My student protested with all the logos an upper-middle class freshman can muster
and said, “How do you know? Have you ever even tried it?” and though I was flustered,
I told the sad truth…
“Oh, you bet I have, way back in the glory days of my youth!”
My student stared bewildered, because he knew what we all know -
that it’s lame to be bored, nay, it’s the lowest of low,
and adults aren’t allowed to spend their time
doing anything other than earning a dime!
And yet, I awoke this morning with the same sense of sad, slow, sauntering slink
that captured me during the crane-kicking, late summer mornings of teenage angst and not sleeping a wink.
And, so, rather than perfecting my “You just try to sweep the damn leg!”super-skilz,
I did what we adults do when we’ve nothing we should do because we’ve already paid the bills,
I cleaned the bathroom, completed the fat-busting, tummy-toning Biggest Loser workout on DVD with Bob,
I cooked an egg-white breakfast, obsessively tended my miracle-grown garden, and thought about putting in some extra time on the job.
But weekend grading is for those other teachers, you see,
the ones whose lives revolve around committees, rubrics, and essays, but that’s certainly not me.
I’m not at all like that; my life is so very much fuller, funner, and downright fetch…
that guy who’s at work right now – he’s a poor, pitiable wretch.
But I – I have so much more to keep me going, things that I must do,
and besides, I have yet today to even have my regular, daily, late-morning poo.
I haven’t laid out for fifteen minutes on each side, perfecting my, I-have-a-wedding-to-attend-next-month, almost effortless summertime hue.
I haven’t painted, then painted, then repainted my Impressionistic, “Starry Night” rip-off of Vincent’s enveloping, swirling blue.
Then, of course, there’s Starbucks, because caffeinated, repressed boredom has never once led a girl astray,
and I’ll certainly be more able to finish reading those nine books on my to-do list today,
once I dump
a 3-pump,
non-fat, no-whip white mocha of $4.64 mood-bump
into my bloodstream. Of course, I’ll grab a table intended for four
and spread out computer, coffee, books, lip-gloss, research, and more.

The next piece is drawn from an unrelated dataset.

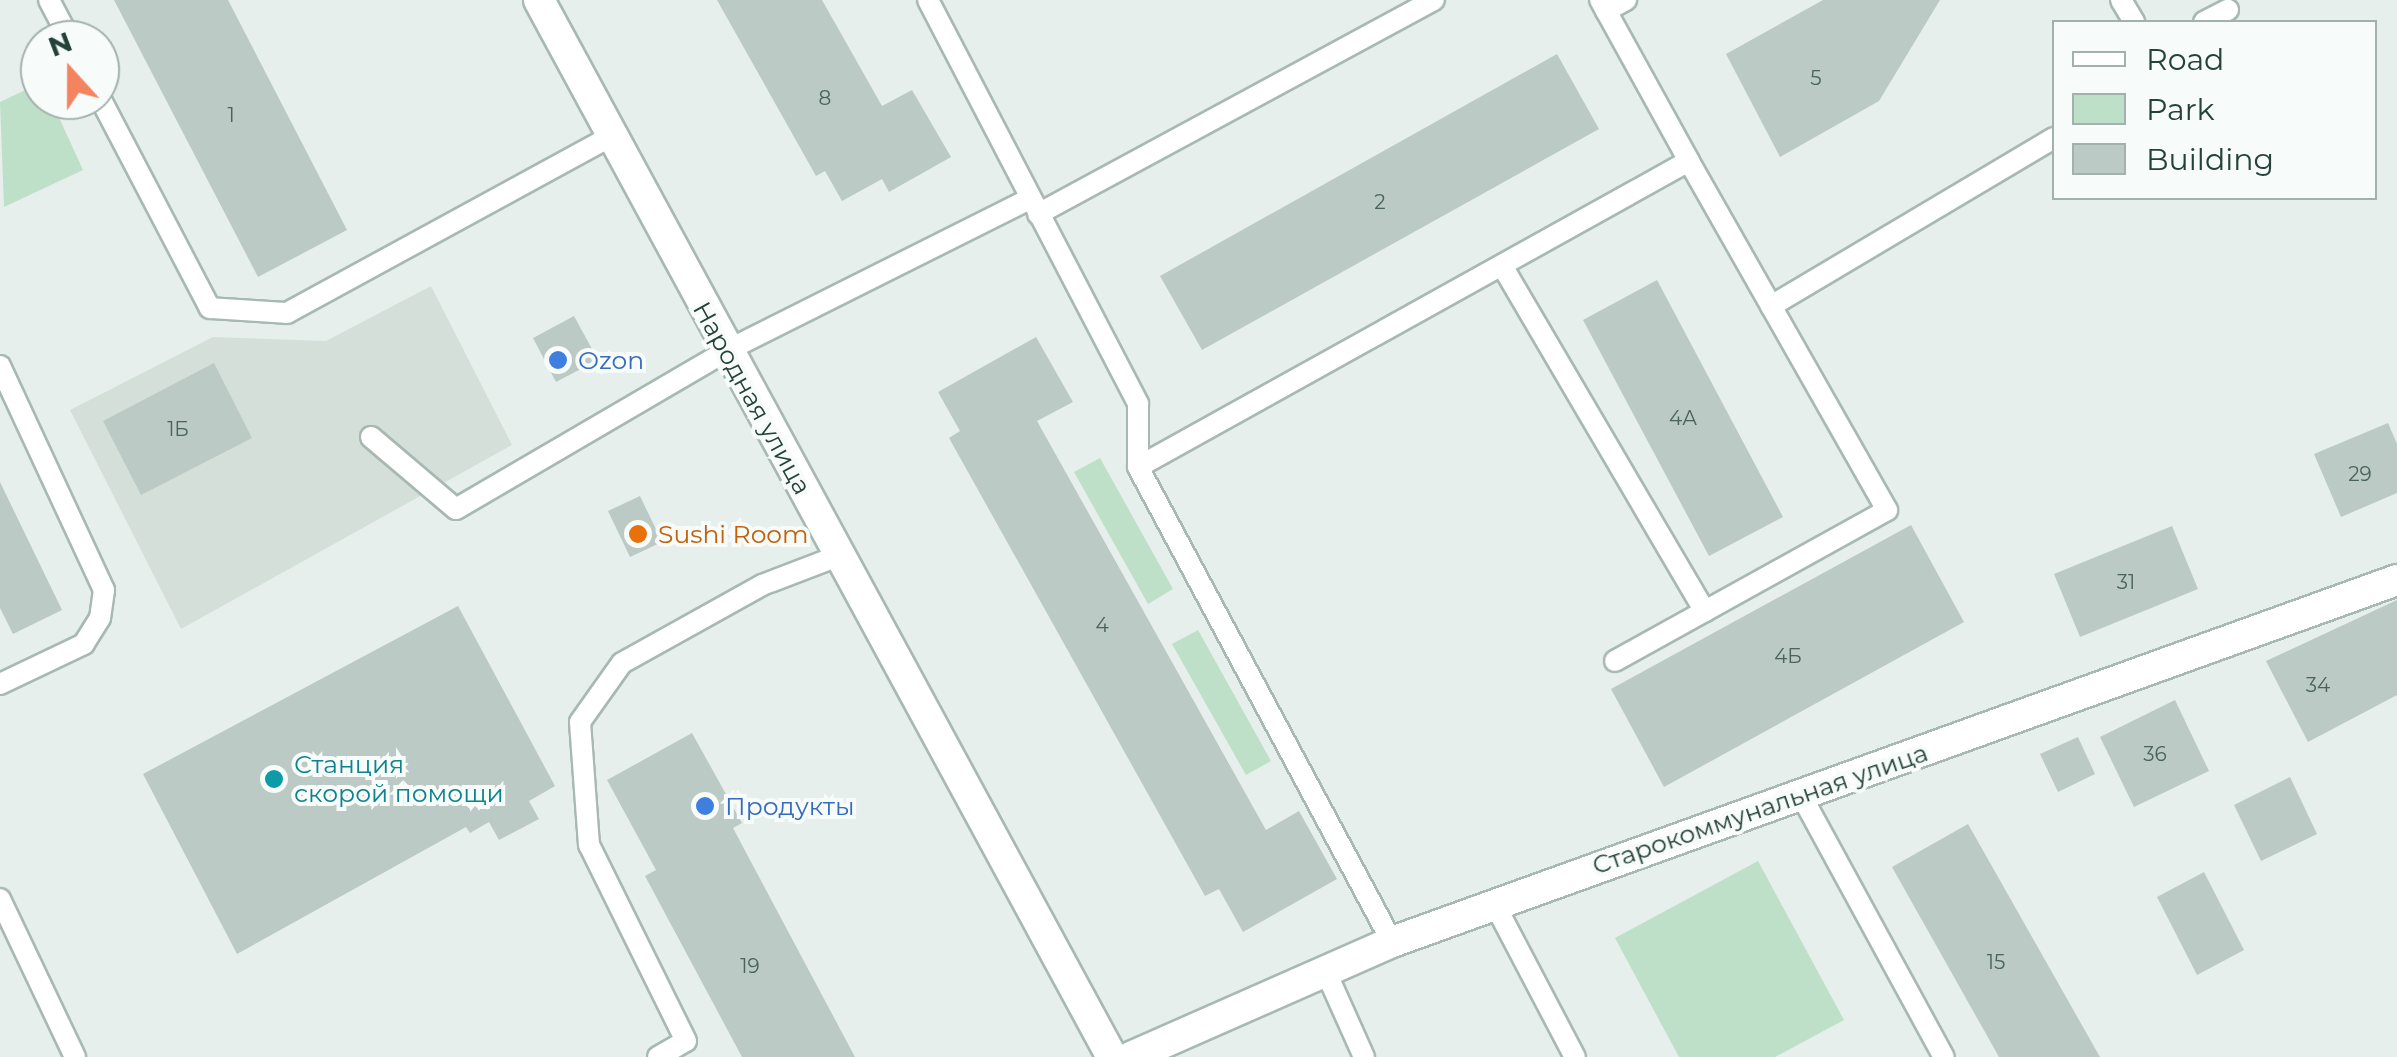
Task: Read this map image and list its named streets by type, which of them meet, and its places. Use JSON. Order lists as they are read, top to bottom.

Then I’ll write a clever, poetic blog rhyme,
and download free music from the library, since I have the time.
Besides, I’ve been meaning to edit Weston’s 42-song,
excessively long
playlist and soundtrack,
because it’s impossible, overwhelming, panicky stupidity to write when I lack
inspiration. And though there is absolutely no relief
for adult-onset boredom, I’m a writer who acts on the belief
that I must write when I can, and it’s not worthy of my craft
to spend a day feeling bored when I could instead draft
the newest, shiniest manuscript that will one day become
the great, 21st Century American novel that can’t fail to change some
every
single
reader who awoke this morning feeling that terrible, horrible bore
that can only be defeated by the characters we adore.
And so… I WILL WRITE, because for we writers, boredom is prohibited
and Weston needs me to help him exist even if only in a limited,
fictional, on-the-page sort of way,
because, in his world, there isn’t a single bored, crane-kicking day.